## Exercise instructions
Check each line of the entries below for the string "Qozi"; copy every line where it appears.

## Records from a data collection
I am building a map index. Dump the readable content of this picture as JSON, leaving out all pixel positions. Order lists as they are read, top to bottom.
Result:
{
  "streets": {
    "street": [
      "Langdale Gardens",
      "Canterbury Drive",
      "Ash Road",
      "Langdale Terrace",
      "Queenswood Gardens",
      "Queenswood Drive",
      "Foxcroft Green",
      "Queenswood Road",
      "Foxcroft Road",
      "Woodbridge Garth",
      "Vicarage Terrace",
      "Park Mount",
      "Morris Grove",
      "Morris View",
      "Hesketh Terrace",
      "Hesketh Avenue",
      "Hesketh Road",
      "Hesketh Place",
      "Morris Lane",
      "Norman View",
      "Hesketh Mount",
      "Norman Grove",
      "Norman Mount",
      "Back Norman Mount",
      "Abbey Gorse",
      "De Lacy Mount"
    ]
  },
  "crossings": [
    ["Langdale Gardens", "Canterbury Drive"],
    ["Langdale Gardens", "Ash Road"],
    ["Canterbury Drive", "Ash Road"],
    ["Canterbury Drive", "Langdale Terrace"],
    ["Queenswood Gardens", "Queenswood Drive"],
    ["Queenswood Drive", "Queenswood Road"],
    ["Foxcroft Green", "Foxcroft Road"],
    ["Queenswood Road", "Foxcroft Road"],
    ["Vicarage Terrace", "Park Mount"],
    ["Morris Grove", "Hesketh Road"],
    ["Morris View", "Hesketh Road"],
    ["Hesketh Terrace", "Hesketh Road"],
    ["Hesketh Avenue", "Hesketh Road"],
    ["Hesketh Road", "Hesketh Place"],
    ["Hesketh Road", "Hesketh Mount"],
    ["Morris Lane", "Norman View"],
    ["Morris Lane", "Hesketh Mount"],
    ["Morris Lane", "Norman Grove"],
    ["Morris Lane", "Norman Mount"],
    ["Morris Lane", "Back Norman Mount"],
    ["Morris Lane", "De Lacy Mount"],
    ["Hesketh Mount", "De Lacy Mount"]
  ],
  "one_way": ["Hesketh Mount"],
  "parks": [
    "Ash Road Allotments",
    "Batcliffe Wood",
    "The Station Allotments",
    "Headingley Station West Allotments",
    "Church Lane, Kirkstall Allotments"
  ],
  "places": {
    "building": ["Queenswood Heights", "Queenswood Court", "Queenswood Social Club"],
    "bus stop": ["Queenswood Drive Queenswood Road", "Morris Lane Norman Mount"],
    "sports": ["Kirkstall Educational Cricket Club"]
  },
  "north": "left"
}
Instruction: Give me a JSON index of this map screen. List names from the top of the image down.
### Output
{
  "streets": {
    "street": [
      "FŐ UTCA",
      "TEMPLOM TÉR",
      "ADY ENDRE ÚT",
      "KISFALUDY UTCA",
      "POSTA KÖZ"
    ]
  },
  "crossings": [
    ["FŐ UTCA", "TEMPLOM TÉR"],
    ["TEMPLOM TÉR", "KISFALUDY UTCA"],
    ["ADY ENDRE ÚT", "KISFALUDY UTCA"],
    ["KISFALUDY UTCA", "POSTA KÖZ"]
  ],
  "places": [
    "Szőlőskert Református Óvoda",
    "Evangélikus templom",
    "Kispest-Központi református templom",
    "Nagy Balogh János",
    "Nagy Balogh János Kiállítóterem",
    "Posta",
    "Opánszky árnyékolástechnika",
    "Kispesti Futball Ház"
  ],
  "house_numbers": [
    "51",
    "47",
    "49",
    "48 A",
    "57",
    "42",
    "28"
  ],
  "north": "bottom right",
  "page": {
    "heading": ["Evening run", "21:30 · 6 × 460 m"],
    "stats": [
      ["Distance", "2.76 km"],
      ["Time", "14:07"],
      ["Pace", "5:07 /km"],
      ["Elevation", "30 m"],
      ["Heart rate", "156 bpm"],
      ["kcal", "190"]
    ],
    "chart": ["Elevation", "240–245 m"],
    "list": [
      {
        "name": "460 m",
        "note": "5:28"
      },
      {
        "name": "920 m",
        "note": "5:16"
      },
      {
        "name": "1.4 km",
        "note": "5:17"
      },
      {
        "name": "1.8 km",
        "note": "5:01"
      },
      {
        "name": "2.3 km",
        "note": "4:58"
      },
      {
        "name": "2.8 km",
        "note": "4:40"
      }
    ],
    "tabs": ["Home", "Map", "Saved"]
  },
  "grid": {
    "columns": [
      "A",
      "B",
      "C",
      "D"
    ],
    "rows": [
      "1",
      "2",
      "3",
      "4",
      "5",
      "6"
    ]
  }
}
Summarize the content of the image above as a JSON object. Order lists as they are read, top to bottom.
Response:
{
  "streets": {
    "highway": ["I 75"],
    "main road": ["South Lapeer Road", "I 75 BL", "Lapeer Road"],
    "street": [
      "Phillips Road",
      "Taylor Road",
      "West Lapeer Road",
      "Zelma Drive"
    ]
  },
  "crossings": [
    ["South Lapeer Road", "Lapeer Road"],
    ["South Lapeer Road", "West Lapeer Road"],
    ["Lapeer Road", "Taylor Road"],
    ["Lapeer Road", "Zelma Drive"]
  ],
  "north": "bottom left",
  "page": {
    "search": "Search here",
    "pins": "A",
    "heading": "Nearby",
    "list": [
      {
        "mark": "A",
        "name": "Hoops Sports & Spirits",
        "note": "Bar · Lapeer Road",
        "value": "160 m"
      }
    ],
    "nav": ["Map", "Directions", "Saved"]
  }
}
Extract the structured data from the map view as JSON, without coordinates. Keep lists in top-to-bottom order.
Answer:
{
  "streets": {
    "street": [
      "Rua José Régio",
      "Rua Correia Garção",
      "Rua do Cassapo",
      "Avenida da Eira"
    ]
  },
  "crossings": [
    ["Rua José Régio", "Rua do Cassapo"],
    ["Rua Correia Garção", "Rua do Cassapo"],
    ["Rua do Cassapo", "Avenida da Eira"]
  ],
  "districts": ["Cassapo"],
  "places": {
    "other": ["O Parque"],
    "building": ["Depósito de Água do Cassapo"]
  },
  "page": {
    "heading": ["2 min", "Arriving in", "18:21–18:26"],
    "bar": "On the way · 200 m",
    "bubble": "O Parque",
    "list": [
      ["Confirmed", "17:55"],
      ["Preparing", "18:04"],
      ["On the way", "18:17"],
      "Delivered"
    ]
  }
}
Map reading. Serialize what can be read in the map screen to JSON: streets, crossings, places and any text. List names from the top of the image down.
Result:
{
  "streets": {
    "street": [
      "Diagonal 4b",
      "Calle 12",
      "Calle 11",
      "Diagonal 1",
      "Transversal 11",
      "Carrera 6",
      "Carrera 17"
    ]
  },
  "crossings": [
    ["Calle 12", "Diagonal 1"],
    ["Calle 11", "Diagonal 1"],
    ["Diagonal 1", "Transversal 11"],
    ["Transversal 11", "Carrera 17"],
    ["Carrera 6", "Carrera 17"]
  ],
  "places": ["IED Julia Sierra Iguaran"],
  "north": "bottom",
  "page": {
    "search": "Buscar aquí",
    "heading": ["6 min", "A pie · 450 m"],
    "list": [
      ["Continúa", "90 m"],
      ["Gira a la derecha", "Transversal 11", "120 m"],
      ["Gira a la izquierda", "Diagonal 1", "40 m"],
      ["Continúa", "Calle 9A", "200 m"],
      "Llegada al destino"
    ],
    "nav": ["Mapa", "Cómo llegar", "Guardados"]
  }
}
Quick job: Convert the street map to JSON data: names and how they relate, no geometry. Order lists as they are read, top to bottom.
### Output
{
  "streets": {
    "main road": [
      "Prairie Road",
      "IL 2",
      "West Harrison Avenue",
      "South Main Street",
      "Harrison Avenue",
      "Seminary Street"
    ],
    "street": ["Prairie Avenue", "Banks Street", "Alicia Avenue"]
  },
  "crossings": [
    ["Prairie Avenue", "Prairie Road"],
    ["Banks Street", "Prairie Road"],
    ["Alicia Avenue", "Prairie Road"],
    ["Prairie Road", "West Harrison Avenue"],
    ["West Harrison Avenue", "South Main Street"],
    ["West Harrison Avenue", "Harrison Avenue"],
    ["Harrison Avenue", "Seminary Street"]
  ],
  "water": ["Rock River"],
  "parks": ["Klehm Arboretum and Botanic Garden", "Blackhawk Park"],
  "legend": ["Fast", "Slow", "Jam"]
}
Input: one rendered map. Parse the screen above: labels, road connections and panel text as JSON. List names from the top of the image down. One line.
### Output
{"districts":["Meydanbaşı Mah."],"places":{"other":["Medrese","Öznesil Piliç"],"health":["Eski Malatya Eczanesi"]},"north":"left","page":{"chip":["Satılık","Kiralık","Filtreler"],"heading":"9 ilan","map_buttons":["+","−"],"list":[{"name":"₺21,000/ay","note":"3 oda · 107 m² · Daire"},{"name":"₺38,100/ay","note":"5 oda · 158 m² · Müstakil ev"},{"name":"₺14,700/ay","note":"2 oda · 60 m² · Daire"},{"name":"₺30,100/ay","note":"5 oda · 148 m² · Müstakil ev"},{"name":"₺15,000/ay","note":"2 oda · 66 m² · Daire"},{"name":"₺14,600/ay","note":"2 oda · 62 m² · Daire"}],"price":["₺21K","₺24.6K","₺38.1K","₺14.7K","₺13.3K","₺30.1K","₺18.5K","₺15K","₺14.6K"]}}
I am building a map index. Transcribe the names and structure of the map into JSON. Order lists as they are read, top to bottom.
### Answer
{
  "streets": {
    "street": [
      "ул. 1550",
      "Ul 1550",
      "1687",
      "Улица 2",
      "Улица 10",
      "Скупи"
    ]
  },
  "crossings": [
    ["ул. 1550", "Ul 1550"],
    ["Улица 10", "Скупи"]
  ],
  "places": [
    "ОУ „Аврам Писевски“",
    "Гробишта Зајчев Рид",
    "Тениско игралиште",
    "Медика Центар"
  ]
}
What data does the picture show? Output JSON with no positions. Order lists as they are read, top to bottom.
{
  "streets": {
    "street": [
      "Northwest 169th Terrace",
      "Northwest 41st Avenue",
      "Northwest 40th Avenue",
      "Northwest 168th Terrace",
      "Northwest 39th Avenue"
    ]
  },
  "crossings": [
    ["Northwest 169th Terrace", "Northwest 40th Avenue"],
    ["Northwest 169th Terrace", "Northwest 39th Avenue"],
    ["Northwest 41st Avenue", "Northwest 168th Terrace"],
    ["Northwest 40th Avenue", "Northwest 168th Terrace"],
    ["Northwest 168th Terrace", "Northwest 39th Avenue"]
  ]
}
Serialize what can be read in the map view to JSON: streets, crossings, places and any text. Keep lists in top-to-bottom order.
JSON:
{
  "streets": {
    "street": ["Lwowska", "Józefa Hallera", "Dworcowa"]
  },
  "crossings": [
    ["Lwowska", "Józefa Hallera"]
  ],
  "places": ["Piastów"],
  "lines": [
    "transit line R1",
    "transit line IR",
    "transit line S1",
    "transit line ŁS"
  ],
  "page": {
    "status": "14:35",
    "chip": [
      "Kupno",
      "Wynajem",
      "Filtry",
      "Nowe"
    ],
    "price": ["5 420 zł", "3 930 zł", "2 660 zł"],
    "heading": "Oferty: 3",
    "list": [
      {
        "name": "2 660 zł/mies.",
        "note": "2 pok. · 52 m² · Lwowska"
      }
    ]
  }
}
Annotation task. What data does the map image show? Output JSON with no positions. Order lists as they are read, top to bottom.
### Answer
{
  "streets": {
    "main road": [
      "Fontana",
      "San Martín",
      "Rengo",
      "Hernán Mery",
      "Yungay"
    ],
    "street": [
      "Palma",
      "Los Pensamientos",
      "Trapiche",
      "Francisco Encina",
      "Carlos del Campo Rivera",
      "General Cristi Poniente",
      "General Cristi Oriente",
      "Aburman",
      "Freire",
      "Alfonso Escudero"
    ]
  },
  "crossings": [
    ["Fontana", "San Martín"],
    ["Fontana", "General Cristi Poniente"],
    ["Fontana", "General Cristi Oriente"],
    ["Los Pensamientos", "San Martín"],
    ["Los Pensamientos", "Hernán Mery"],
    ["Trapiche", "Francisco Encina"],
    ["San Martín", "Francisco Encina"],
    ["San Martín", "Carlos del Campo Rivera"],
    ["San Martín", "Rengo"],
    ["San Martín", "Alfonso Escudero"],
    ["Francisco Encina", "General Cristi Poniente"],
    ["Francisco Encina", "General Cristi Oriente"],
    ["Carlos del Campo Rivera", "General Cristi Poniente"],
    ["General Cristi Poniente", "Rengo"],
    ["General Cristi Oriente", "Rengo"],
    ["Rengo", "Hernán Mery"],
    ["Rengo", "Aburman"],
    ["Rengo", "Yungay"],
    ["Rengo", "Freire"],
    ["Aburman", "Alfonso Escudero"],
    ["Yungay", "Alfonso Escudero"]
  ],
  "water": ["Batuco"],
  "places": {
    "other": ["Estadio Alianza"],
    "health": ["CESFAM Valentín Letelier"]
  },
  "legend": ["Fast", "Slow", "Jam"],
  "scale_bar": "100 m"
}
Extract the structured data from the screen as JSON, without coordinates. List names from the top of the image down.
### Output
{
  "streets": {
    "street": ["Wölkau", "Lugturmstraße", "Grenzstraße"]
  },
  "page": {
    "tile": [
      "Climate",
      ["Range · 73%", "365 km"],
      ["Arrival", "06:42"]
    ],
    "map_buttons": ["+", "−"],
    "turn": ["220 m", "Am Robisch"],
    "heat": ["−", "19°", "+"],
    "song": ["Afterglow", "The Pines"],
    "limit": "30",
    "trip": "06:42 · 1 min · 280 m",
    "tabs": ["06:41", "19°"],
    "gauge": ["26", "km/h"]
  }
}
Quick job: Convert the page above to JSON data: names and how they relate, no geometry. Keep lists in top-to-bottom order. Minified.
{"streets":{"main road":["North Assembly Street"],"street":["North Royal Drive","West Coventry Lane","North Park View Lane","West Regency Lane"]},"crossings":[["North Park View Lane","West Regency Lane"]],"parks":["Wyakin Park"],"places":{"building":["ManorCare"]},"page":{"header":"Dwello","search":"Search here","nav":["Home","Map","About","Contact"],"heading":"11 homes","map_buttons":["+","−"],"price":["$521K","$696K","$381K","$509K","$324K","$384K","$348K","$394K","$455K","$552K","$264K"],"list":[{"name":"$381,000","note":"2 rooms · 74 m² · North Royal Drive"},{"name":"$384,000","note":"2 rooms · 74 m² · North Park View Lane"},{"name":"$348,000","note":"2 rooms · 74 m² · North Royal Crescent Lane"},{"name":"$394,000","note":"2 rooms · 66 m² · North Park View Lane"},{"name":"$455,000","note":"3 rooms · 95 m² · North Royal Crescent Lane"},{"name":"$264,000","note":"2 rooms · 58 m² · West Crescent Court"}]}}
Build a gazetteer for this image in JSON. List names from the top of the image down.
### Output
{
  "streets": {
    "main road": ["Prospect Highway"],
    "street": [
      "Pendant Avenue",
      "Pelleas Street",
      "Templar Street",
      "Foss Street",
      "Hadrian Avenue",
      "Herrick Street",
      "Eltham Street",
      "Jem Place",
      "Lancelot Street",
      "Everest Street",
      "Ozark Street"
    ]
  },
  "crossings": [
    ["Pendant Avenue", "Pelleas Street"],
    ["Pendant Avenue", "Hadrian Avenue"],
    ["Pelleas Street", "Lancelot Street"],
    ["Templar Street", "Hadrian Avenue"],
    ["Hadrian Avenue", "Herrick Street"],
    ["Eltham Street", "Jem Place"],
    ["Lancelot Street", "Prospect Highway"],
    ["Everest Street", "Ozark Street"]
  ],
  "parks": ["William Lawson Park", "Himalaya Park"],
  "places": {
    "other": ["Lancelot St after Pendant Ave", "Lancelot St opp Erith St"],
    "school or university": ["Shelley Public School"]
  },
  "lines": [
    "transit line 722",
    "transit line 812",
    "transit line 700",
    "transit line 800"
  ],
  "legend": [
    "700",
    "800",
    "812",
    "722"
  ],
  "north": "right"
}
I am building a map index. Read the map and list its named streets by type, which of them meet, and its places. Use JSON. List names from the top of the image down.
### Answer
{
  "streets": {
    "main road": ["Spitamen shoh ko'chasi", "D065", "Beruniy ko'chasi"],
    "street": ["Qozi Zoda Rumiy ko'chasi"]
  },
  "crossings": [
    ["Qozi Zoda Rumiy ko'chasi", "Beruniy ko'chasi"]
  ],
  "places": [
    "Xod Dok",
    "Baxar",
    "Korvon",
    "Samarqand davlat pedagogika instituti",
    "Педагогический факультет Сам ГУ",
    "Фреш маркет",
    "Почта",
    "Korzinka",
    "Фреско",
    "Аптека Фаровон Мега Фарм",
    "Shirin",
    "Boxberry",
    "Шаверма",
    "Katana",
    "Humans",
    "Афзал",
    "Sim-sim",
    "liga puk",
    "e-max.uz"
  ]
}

## Finished exercise
    "street": ["Qozi Zoda Rumiy ko'chasi"]
    ["Qozi Zoda Rumiy ko'chasi", "Beruniy ko'chasi"]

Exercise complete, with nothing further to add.